• **Task goal**:
Should pictures appear among the records, leave them out, and copy exactly only the lines from the first through the one with "Build a gazetteer", inclusive.

• **Dataset entries**:
▬▬▬▬▬▬▬▬▬▬
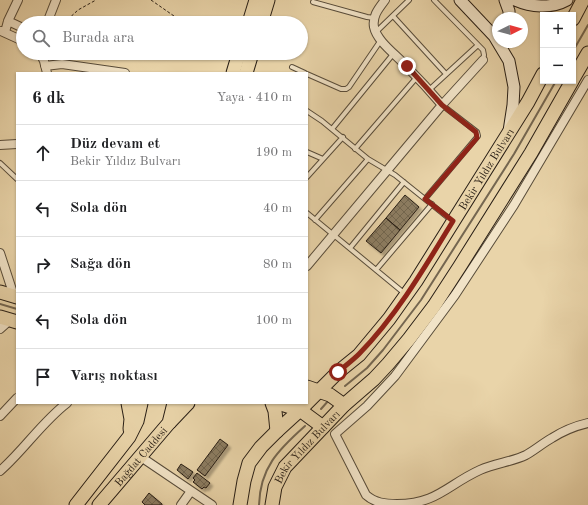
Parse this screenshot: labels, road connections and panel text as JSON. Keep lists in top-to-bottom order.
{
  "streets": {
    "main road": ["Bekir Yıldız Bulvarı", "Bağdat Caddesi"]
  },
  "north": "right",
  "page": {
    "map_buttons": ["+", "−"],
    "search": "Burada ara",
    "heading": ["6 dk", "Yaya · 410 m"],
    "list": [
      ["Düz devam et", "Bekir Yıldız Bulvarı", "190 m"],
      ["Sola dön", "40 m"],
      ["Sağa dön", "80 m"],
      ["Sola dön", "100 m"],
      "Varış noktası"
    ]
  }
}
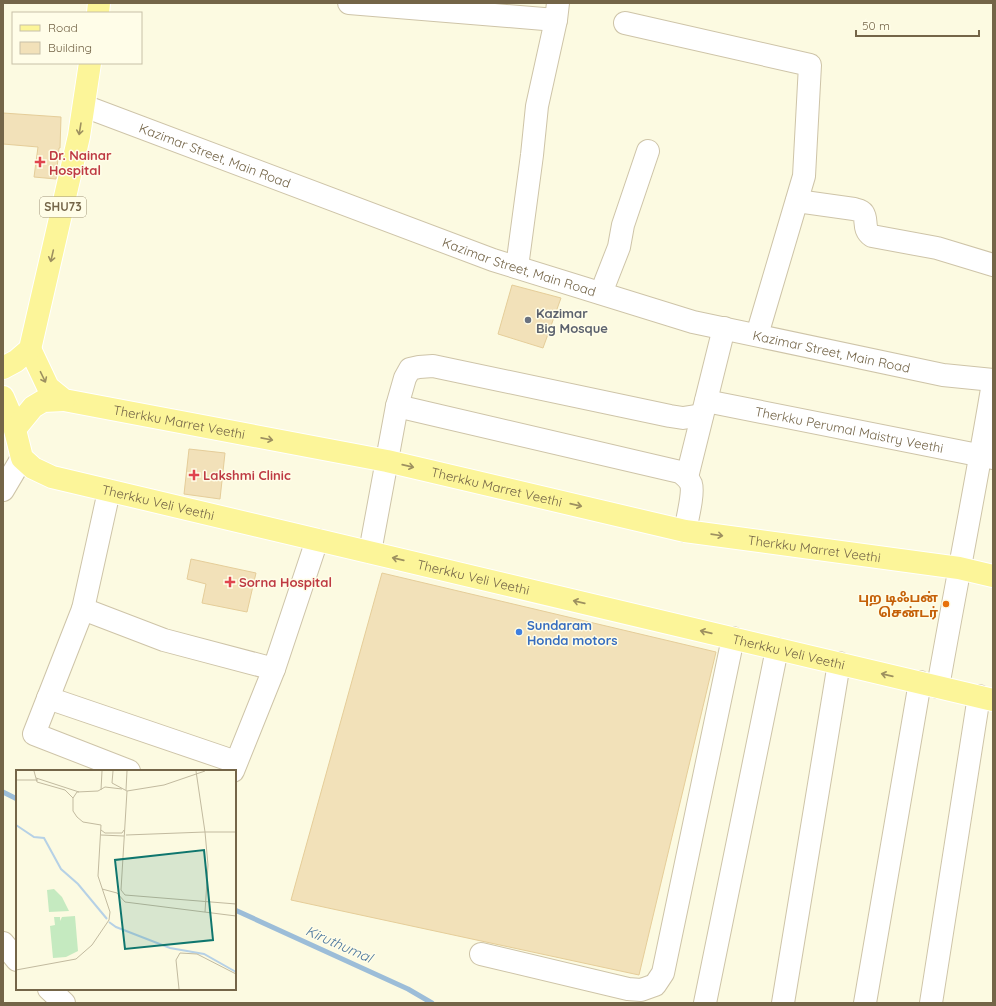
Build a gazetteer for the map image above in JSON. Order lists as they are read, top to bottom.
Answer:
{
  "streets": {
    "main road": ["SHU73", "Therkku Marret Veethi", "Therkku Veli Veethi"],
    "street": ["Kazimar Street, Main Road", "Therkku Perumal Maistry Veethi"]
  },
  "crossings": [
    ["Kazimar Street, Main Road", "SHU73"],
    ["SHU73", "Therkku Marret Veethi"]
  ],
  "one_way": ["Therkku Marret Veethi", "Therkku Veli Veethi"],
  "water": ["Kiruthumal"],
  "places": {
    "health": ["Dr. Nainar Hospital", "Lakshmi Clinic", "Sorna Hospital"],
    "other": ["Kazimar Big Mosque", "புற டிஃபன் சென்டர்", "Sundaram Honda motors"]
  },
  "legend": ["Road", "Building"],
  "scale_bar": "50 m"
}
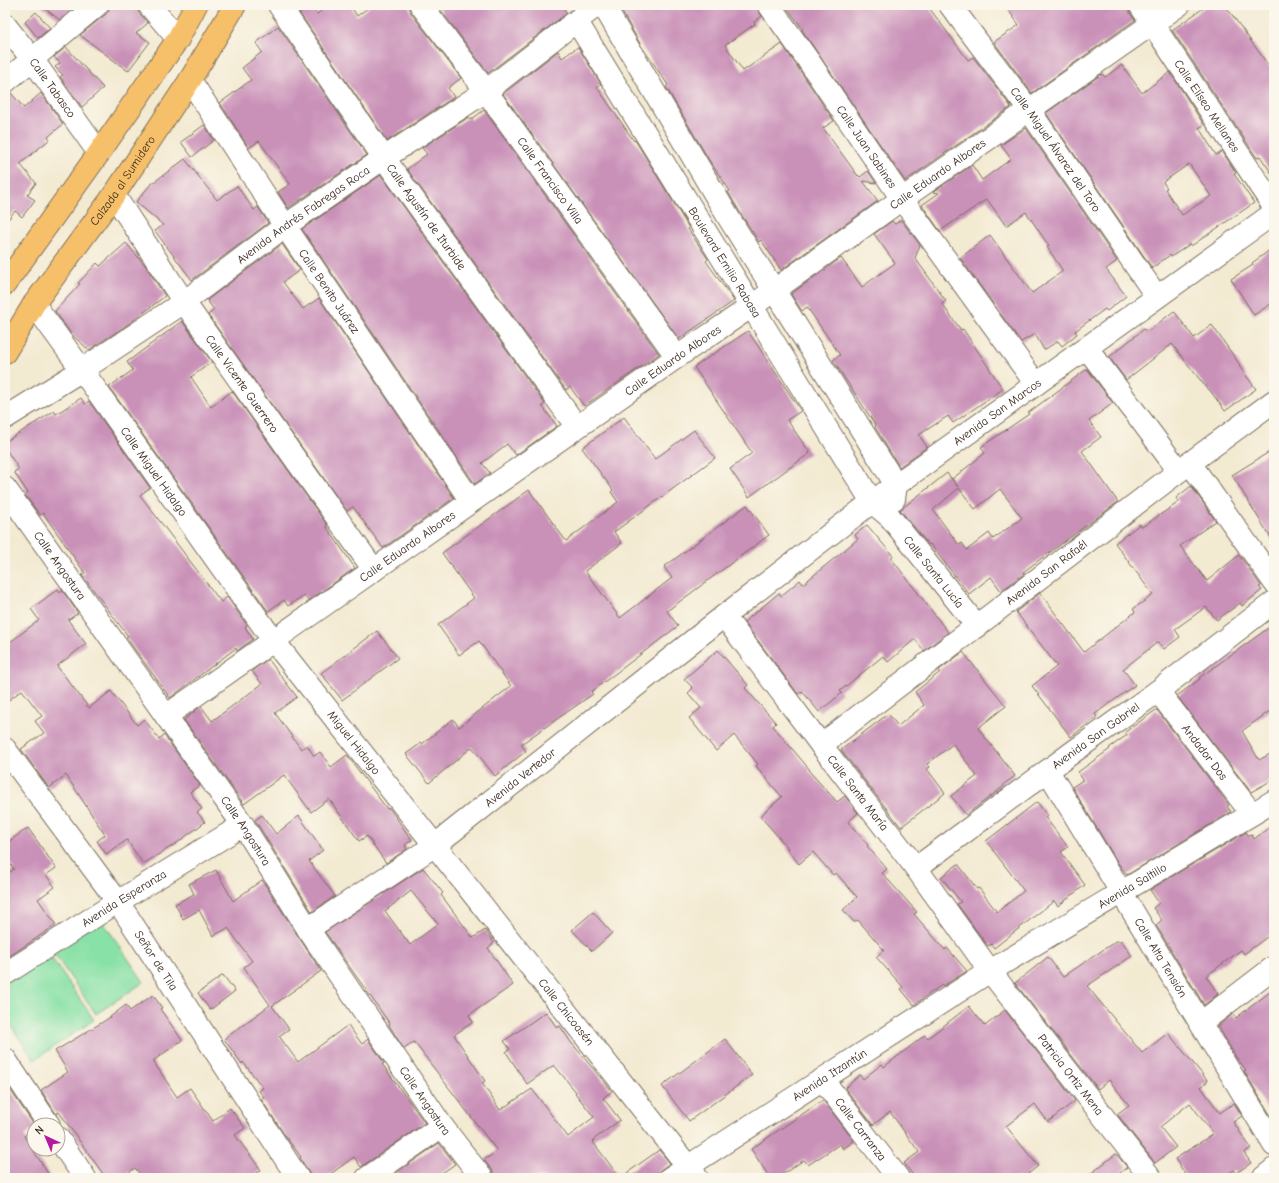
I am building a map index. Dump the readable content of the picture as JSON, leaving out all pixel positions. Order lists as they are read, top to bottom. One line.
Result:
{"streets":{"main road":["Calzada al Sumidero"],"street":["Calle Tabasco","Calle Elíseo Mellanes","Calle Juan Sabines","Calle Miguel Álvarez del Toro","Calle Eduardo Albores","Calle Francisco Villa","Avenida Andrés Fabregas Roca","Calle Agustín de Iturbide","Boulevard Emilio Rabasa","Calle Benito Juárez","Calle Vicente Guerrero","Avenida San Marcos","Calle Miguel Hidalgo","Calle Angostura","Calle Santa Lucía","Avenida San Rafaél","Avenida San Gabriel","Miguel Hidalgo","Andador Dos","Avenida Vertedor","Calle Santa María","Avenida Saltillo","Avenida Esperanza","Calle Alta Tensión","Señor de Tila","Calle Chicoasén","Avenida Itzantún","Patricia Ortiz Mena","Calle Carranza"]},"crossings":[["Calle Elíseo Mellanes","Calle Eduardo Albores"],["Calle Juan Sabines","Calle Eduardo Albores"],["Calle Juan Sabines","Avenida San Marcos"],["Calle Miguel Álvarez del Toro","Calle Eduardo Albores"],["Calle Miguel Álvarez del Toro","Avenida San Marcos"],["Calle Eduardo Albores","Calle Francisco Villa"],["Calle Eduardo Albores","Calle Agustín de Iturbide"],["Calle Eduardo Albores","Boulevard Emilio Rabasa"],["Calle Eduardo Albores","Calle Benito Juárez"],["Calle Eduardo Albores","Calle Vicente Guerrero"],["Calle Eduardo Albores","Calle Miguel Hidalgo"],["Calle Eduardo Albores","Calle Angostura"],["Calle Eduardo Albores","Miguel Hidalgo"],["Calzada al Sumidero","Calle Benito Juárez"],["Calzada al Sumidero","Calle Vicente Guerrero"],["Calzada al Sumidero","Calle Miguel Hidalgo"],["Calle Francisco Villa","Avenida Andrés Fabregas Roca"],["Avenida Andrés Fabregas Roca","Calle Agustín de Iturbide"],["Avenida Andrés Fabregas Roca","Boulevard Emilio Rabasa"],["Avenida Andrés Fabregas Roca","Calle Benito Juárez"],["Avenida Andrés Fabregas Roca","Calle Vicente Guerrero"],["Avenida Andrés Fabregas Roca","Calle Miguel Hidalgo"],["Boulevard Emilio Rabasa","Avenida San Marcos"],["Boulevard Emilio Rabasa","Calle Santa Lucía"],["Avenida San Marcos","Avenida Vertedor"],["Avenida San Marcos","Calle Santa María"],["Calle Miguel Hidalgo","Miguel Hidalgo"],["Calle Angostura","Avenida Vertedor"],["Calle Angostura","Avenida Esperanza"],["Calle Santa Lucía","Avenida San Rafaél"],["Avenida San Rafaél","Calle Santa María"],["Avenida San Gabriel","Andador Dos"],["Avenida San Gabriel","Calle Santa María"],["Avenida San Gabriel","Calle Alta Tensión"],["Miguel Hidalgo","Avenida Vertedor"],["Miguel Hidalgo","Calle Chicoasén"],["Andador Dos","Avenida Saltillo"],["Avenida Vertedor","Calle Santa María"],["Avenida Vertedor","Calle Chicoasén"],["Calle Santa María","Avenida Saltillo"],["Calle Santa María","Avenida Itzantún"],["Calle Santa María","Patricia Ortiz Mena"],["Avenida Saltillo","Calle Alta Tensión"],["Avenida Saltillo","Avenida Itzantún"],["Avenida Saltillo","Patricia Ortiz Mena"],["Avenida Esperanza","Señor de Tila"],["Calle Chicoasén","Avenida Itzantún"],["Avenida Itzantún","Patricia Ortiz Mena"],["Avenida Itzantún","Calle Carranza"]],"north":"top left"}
▬▬▬▬▬▬▬▬▬▬
• **Answer for the task**:
Parse this screenshot: labels, road connections and panel text as JSON. Keep lists in top-to-bottom order.
{
  "streets": {
    "main road": ["Bekir Yıldız Bulvarı", "Bağdat Caddesi"]
  },
  "north": "right",
  "page": {
    "map_buttons": ["+", "−"],
    "search": "Burada ara",
    "heading": ["6 dk", "Yaya · 410 m"],
    "list": [
      ["Düz devam et", "Bekir Yıldız Bulvarı", "190 m"],
      ["Sola dön", "40 m"],
      ["Sağa dön", "80 m"],
      ["Sola dön", "100 m"],
      "Varış noktası"
    ]
  }
}
Build a gazetteer for the map image above in JSON. Order lists as they are read, top to bottom.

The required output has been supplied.